After that, the party started winding down.
Now responsive to investors, who demanded that dot-coms show profit, About.com began a series of contortions to maintain solulbility. This involved some downsizing, a revolving-door staff, and (at first) subtle changes to Guide contracts which began to squeeze our monthly income.
As entrepreneurs tend to be, the Mining Company’s founders saw the writing on the wall first, and sold out to a company called Primedia in 2000. Primedia is the media division of a vulture-capitalist firm called Kohlberg Kravis Roberts (KKR) – a firm who specializes in acquiring distressed companies, gutting them, and then selling the carcasses for a profit.
One of Primedia’s first moves was to obfuscate the data on which site traffic (and income) was calculated, and pile more work on the Guides. As time went on, we were treated more like employees than independent contractors. Add in a massive slash to Guides’ pay and the (seemingly) arbitrary “classification” of GuideSites into a variety of categories (killing off our communal spirit), and the stage for a revolt was set. I parted ways with the company in 2002, taking my content with me (as I had the legal right to do).
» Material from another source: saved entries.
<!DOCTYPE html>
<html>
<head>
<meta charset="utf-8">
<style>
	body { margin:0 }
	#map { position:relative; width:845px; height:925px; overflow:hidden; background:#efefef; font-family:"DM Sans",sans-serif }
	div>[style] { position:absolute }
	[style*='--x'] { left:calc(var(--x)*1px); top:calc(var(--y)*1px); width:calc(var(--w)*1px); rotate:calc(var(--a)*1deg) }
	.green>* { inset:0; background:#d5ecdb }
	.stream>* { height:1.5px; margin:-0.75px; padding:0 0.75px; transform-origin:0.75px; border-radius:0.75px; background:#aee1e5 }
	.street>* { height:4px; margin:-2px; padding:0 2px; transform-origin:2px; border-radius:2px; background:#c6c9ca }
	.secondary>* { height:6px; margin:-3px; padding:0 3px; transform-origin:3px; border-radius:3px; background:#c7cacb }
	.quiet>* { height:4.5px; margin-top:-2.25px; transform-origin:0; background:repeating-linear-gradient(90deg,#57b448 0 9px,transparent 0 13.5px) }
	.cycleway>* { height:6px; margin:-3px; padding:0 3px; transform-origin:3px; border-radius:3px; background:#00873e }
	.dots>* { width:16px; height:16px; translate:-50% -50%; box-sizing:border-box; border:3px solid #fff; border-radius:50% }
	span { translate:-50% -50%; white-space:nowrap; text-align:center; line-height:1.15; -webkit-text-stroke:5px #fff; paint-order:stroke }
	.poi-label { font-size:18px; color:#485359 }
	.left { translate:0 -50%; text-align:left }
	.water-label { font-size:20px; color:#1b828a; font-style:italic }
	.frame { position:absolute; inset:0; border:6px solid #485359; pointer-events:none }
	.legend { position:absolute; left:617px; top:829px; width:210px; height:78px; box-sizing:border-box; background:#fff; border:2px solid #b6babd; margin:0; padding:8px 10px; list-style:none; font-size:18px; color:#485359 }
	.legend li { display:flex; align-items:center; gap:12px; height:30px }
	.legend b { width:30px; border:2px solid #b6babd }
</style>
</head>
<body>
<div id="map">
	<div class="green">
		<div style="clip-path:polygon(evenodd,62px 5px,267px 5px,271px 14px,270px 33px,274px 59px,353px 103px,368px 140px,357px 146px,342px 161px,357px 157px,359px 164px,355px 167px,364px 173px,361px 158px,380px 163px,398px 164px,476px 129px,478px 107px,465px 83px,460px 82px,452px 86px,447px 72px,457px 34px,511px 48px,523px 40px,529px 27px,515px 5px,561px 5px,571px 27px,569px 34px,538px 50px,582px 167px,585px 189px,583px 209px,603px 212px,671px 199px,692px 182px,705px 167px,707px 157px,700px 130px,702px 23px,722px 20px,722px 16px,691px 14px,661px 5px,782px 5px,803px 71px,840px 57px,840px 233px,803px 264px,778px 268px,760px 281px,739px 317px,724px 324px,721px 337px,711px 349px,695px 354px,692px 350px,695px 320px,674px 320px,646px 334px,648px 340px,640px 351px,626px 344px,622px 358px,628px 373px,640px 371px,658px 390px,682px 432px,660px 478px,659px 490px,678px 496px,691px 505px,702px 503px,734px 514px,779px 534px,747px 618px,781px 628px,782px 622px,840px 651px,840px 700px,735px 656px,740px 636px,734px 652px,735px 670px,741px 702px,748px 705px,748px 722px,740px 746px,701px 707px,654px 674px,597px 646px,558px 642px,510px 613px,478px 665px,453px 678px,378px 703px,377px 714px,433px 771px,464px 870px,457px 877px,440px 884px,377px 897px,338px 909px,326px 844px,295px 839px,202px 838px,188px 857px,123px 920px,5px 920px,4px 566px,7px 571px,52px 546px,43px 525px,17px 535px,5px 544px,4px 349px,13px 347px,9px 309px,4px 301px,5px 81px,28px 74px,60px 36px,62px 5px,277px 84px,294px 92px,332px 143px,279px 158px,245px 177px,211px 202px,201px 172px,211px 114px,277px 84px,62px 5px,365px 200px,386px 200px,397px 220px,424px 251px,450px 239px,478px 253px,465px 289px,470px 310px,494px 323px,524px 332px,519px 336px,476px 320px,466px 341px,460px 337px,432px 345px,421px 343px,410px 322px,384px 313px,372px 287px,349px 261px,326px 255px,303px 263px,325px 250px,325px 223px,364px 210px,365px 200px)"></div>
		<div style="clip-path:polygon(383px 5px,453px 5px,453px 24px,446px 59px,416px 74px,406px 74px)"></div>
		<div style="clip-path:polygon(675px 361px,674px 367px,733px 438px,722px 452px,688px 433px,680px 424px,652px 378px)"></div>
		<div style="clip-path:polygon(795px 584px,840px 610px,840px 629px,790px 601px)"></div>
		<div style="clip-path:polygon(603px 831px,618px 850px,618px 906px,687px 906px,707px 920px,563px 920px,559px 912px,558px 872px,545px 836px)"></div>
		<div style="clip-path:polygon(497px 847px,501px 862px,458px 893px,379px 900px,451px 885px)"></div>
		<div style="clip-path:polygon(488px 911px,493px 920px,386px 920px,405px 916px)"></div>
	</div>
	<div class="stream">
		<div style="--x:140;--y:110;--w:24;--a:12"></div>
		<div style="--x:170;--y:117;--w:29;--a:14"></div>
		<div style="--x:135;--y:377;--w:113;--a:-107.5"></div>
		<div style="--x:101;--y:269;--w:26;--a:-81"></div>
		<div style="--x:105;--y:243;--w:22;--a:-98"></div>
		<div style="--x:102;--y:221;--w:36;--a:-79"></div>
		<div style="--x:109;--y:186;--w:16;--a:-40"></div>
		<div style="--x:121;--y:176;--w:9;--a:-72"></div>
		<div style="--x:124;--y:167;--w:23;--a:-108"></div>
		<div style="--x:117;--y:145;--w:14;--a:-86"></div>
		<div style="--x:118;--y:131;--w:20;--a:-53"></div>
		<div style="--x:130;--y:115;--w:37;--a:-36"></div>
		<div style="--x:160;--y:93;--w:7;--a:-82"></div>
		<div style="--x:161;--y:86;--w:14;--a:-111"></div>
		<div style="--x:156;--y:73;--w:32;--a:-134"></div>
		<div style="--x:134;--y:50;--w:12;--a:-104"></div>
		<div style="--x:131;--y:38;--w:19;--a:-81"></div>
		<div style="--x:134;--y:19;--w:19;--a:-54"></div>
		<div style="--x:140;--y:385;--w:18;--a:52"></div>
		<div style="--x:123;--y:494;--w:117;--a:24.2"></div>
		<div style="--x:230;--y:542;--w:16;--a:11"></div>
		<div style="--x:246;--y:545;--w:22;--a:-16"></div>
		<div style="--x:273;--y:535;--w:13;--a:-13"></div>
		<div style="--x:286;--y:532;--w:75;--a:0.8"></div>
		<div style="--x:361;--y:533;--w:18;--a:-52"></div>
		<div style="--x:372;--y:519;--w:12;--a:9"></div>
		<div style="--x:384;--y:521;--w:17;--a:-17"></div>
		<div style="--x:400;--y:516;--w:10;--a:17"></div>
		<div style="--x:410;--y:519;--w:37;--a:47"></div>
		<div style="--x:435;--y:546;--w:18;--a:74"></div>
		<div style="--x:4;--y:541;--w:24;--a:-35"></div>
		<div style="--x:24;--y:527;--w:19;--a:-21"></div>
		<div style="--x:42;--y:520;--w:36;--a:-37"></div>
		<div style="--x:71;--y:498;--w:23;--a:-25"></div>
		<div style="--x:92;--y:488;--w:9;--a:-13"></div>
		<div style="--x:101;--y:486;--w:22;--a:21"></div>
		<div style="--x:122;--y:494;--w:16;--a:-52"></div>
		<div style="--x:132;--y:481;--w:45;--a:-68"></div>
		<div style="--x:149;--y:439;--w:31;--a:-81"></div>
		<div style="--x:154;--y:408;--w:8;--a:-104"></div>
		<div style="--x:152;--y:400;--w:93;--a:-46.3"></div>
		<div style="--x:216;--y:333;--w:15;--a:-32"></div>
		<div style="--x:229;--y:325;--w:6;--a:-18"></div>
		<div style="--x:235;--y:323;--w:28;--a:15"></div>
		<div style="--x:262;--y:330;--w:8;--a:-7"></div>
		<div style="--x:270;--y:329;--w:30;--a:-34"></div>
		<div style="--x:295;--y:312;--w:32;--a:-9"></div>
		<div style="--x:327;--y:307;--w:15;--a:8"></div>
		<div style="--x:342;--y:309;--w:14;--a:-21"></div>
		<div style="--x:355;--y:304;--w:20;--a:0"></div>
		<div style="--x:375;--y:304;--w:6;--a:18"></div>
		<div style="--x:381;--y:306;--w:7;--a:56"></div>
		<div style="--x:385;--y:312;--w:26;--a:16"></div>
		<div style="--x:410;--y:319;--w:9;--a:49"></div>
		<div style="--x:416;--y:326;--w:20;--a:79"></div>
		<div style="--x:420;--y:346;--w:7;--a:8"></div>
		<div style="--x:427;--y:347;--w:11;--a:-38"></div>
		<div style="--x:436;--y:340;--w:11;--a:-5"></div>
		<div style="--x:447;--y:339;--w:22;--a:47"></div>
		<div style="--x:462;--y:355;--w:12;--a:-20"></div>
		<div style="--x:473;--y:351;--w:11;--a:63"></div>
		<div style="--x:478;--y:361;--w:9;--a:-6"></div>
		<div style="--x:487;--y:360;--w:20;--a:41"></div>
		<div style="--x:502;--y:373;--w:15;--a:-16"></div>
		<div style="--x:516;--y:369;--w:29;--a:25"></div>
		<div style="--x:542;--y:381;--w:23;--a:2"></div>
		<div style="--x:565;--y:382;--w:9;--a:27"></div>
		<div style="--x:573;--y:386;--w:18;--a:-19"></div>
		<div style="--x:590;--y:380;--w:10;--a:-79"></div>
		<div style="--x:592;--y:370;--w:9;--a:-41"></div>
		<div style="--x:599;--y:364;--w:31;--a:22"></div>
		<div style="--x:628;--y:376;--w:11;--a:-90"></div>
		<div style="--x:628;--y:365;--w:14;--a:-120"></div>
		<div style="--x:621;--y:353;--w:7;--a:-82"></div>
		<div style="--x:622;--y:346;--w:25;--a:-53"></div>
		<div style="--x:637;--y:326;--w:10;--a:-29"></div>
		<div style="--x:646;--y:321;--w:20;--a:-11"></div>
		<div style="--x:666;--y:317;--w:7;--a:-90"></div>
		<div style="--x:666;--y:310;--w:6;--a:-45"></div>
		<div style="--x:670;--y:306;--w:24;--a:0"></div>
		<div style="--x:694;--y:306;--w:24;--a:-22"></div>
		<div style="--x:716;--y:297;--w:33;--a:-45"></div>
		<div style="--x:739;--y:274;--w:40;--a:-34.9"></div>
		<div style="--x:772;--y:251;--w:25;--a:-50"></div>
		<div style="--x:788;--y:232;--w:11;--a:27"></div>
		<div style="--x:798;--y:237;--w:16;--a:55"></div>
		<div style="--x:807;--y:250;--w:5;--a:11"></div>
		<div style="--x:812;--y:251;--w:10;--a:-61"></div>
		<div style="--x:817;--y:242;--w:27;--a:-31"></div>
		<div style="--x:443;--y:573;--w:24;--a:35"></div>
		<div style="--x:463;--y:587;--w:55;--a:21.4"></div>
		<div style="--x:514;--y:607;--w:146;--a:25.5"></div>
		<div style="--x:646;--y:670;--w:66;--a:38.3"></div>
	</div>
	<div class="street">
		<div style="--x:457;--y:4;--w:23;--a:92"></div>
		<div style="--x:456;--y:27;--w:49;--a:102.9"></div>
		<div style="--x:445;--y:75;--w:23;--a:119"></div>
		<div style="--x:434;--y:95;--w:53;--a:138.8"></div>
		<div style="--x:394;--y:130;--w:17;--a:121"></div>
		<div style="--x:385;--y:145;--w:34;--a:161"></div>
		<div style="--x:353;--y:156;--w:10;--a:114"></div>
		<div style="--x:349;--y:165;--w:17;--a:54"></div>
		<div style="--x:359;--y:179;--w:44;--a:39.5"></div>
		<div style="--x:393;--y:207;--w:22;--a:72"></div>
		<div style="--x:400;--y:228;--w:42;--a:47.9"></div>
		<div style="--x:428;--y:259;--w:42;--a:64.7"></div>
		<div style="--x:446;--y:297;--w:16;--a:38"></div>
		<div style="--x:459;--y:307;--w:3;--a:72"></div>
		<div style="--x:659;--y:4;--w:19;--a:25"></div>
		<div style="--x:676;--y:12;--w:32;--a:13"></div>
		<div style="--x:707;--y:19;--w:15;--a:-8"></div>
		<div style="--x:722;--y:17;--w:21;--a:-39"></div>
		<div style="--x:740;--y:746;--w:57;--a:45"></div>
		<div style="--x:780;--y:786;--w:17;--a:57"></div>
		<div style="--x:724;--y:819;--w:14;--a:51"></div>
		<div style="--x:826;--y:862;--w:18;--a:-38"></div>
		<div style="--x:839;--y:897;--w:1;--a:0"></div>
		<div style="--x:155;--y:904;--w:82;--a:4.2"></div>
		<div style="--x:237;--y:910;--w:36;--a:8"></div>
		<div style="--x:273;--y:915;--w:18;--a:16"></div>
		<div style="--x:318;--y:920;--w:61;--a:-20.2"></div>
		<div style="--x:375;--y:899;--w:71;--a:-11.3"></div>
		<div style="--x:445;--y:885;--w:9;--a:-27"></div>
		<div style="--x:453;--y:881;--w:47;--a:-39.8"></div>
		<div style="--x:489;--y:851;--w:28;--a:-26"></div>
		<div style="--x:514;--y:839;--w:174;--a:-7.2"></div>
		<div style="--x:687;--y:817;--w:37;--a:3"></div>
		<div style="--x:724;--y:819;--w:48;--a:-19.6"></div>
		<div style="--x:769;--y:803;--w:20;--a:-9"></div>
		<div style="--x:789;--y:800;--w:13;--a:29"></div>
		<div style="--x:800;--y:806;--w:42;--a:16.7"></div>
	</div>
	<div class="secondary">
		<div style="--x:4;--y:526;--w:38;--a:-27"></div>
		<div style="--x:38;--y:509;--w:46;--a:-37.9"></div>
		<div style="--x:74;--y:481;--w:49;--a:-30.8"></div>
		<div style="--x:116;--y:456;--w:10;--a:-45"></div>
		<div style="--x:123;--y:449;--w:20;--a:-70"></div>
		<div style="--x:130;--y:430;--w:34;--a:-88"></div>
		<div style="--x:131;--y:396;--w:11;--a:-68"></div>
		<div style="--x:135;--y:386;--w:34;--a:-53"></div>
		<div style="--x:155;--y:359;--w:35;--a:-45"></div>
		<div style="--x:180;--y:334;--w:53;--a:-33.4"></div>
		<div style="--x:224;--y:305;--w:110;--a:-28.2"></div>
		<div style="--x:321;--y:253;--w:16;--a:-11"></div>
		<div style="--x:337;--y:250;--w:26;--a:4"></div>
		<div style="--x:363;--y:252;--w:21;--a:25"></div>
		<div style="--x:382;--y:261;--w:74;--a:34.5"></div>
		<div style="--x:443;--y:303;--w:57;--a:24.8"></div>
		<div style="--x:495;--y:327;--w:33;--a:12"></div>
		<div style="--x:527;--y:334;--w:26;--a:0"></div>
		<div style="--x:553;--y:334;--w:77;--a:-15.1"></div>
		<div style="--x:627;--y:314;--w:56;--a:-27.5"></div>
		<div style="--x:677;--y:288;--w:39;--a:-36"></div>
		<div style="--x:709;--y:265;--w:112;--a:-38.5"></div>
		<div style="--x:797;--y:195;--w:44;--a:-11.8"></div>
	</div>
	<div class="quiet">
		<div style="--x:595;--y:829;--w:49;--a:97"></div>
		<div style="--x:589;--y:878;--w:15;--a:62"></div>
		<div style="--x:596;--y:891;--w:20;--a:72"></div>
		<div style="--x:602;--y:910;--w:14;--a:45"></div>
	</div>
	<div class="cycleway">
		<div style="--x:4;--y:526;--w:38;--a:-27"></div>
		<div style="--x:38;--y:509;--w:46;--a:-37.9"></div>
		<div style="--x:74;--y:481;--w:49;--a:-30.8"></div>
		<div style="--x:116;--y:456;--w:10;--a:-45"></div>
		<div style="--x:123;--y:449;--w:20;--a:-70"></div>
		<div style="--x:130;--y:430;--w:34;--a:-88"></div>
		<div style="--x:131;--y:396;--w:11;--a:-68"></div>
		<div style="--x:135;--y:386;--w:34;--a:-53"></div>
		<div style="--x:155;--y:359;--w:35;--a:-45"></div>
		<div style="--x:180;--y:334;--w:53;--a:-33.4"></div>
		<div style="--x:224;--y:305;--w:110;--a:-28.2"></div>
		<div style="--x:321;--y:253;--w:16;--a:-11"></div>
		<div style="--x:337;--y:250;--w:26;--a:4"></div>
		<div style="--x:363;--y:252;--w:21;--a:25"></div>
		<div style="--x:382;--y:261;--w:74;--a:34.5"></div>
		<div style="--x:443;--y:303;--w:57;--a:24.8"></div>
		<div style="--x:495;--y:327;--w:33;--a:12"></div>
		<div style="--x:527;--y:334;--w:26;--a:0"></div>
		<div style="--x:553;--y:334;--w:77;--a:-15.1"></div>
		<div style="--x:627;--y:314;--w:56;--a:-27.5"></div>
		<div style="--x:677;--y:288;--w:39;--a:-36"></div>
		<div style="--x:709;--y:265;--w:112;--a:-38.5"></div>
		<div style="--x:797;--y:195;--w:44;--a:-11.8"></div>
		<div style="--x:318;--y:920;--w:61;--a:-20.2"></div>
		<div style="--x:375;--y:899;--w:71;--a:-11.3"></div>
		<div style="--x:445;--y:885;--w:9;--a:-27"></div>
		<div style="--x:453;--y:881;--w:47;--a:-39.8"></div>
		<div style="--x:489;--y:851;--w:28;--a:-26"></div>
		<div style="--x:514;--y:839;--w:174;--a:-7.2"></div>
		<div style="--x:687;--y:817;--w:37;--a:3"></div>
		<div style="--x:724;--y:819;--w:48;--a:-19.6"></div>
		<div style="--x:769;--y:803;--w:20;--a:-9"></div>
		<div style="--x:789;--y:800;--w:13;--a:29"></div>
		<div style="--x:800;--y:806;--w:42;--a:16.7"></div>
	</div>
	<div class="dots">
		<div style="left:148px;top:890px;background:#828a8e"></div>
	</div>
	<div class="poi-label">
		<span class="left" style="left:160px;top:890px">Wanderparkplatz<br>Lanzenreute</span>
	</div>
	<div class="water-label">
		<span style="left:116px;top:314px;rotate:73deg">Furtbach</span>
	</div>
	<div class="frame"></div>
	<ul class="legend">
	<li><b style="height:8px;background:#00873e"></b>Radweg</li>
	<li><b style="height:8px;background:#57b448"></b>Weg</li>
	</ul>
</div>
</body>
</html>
In March of 2002, 34 Guides filed a class-action notice against About.com. This was amended in November to include some 85 current and former Guides, and sued Primedia and About.com’s progenitors under a variety of allegations, including disingenuous accounting, arbitrary contractual changes without consent, and labor law violations. 41 of us gave notarized depositions in the case.
The wheels of justice grind slowly: About.com was sold from Primedia to the New York Times Company in 2005 for $410 million, of which Guides did not see a dime.
The pundits were dubious: how does the law classify virtual labor? Quite rightly, it turns out.
Fast-forward to 2007: after years of discovery, motions, and countermotions, the Federal District Court for the Southern District of New York found summary judgment in favor of some of our claims, clearing the way for a trial.
Given that About.com’s run through thousands of Guides in its 13-year history, there’s bound to be other parties who were harmed post-hoc. In the intervening two years the subject was debated, and last year, it turned out, the court certified our case as a class-action.
That set the stage for settlement negotiations, the terms of which were apparently just recently agreed upon. In a nutshell, Primedia/About.com et. al. will pay out north of $5.575 million to settle all claims without admitting guilt. The settlement will go before the courts for final disposition on October 7.
It sounds like a lot of money, but when you subtract attorney’s fees, claim administration, and myriad other costs you’re not left with much. It’s not like I’m reliving the days of 10 years ago, but now I can afford some dire repairs to the car I bought (in part, with About.com boodle, and still drive).